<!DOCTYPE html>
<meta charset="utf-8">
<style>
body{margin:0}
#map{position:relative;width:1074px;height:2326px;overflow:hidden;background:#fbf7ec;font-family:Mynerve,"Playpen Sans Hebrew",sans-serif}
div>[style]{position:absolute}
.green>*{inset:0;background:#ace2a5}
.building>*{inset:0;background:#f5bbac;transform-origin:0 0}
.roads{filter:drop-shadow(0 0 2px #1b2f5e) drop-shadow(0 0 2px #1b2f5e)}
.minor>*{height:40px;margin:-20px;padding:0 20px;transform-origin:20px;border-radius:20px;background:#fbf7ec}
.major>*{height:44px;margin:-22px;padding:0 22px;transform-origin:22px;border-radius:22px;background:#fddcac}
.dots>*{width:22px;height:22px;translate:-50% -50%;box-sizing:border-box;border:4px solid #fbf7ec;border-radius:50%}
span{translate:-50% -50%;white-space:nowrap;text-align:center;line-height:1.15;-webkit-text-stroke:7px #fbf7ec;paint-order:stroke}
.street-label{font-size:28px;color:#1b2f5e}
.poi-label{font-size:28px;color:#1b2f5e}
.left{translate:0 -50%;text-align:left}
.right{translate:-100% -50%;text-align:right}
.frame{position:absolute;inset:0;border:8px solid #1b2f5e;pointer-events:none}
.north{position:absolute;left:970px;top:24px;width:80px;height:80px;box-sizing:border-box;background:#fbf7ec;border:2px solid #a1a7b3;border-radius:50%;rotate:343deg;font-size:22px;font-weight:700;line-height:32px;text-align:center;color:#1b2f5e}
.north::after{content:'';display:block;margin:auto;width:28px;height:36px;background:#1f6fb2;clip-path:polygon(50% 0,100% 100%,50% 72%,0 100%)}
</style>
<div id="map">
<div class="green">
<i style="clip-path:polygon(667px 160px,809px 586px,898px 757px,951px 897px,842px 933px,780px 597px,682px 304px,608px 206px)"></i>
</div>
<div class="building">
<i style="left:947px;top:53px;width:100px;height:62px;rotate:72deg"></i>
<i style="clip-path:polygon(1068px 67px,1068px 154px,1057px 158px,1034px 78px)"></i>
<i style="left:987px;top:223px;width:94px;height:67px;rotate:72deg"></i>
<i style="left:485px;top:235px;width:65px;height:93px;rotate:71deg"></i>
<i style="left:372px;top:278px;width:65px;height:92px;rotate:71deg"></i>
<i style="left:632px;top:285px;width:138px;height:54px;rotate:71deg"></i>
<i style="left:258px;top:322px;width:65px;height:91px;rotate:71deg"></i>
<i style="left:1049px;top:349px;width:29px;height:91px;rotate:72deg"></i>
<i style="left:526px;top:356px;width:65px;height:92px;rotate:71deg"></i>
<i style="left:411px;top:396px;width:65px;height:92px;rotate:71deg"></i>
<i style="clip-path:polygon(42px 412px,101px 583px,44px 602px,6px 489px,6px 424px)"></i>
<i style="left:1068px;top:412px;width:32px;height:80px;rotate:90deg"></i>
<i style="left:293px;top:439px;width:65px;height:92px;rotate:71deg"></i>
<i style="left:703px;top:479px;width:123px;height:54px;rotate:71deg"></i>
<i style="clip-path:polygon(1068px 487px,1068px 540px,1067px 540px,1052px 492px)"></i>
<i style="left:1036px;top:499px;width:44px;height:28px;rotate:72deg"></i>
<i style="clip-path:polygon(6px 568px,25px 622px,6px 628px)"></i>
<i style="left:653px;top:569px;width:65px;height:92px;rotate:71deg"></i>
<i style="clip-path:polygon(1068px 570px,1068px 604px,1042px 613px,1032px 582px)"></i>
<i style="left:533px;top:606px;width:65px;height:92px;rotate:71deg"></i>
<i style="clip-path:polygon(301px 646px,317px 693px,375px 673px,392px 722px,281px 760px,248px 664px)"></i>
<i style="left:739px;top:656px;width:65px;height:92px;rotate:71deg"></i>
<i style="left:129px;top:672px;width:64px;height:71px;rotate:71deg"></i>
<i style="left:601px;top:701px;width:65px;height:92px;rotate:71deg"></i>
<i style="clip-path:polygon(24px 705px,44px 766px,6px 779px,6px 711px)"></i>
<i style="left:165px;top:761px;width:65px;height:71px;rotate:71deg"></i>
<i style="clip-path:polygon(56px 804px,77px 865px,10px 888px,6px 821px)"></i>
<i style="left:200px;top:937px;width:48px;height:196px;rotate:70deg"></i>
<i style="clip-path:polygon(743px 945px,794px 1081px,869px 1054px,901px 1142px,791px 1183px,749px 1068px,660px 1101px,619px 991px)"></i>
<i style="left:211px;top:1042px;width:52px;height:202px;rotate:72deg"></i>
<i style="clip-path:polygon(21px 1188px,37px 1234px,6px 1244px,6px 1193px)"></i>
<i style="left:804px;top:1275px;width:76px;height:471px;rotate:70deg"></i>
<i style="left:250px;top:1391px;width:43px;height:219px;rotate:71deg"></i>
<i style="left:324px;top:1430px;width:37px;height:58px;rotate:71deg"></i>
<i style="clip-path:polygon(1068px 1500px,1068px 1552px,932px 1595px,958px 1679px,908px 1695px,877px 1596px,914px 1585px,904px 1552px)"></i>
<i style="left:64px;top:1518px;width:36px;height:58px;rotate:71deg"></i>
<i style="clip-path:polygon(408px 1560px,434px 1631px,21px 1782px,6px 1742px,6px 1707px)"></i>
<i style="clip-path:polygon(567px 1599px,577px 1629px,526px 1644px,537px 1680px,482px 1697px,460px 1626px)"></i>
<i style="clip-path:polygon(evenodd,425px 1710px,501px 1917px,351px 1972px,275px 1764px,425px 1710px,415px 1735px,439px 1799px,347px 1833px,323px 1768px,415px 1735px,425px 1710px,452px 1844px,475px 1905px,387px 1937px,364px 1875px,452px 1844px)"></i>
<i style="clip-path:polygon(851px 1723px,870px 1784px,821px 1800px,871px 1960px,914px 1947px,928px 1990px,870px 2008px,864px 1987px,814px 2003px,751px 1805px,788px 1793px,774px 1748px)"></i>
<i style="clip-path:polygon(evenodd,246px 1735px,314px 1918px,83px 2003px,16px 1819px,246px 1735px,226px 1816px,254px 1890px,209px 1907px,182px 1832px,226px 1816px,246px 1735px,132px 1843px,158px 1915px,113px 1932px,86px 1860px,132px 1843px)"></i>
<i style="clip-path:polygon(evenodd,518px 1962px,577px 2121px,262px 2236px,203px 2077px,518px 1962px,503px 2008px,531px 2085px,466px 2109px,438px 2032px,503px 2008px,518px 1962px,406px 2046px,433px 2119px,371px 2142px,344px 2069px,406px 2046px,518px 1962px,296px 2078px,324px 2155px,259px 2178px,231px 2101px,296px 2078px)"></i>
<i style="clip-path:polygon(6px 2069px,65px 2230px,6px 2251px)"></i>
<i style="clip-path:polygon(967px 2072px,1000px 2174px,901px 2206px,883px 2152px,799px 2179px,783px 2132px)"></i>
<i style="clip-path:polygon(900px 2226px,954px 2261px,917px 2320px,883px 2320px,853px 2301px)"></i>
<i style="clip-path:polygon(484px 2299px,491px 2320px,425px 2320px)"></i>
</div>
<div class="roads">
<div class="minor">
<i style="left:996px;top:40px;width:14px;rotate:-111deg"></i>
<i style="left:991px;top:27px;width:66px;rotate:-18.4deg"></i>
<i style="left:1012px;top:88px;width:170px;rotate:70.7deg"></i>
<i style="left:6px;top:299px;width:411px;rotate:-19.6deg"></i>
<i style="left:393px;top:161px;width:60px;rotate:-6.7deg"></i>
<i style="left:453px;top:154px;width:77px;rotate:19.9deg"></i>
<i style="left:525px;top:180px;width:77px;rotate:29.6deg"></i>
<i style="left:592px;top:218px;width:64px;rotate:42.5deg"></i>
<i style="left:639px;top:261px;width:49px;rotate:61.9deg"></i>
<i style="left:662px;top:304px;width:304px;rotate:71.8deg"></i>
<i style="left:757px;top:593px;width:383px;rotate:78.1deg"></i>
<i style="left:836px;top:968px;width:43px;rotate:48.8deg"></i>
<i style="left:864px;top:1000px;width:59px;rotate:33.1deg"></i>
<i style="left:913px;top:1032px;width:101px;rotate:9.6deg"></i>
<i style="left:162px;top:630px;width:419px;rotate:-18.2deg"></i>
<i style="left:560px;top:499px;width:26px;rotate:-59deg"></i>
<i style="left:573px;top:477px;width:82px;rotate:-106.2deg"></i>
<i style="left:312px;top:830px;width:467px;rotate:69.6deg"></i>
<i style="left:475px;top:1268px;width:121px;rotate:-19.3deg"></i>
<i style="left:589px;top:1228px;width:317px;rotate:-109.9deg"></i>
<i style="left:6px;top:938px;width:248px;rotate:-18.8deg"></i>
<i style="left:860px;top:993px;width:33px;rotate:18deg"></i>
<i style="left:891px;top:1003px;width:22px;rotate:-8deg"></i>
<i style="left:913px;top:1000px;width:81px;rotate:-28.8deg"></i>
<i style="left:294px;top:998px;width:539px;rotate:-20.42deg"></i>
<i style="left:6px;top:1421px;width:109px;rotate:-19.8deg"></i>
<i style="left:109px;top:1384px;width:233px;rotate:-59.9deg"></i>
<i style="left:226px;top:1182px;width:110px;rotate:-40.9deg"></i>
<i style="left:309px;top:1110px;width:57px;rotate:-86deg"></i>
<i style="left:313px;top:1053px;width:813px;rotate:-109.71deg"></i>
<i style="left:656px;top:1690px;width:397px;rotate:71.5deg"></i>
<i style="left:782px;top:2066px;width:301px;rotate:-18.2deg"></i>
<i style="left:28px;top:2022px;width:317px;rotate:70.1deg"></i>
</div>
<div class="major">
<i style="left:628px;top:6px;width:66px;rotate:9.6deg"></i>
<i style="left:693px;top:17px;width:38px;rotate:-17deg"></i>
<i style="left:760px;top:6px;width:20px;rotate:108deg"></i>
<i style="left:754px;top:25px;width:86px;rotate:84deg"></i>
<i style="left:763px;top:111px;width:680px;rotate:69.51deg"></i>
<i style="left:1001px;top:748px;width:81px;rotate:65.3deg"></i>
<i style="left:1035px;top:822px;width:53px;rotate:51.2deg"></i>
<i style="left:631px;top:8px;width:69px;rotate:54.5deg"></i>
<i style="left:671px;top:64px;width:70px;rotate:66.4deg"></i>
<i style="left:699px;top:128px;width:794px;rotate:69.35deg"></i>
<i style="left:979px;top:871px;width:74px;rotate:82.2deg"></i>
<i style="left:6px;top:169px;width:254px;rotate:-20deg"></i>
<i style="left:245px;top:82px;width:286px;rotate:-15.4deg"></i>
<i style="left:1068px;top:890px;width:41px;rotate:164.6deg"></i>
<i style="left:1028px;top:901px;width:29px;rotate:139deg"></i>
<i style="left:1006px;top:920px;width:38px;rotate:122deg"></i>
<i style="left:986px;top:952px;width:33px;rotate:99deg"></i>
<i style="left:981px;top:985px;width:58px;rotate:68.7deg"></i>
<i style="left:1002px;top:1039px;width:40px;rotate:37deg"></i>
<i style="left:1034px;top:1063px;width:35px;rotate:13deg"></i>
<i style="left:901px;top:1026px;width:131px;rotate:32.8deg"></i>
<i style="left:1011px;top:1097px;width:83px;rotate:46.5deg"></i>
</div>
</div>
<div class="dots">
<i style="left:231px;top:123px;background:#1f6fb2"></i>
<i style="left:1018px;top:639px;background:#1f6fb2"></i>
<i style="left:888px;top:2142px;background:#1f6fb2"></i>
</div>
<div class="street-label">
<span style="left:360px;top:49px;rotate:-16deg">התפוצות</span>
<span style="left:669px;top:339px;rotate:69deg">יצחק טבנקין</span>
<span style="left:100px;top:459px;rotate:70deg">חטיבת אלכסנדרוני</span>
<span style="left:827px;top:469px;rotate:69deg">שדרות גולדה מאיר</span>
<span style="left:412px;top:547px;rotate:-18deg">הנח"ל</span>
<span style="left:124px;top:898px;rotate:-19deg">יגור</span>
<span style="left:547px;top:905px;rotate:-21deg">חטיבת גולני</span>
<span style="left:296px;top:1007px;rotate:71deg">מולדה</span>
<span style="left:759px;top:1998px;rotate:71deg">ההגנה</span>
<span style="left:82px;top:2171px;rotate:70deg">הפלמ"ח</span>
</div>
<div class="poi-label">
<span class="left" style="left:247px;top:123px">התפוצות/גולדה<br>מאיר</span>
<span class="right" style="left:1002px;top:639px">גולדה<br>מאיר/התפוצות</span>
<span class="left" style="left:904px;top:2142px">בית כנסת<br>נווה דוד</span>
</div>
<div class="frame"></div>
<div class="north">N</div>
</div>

Activity ->
What lines of the preceding data include the string "label"? Pull them out.

Response to this task ->
.street-label{font-size:28px;color:#1b2f5e}
.poi-label{font-size:28px;color:#1b2f5e}
<div class="street-label">
<div class="poi-label">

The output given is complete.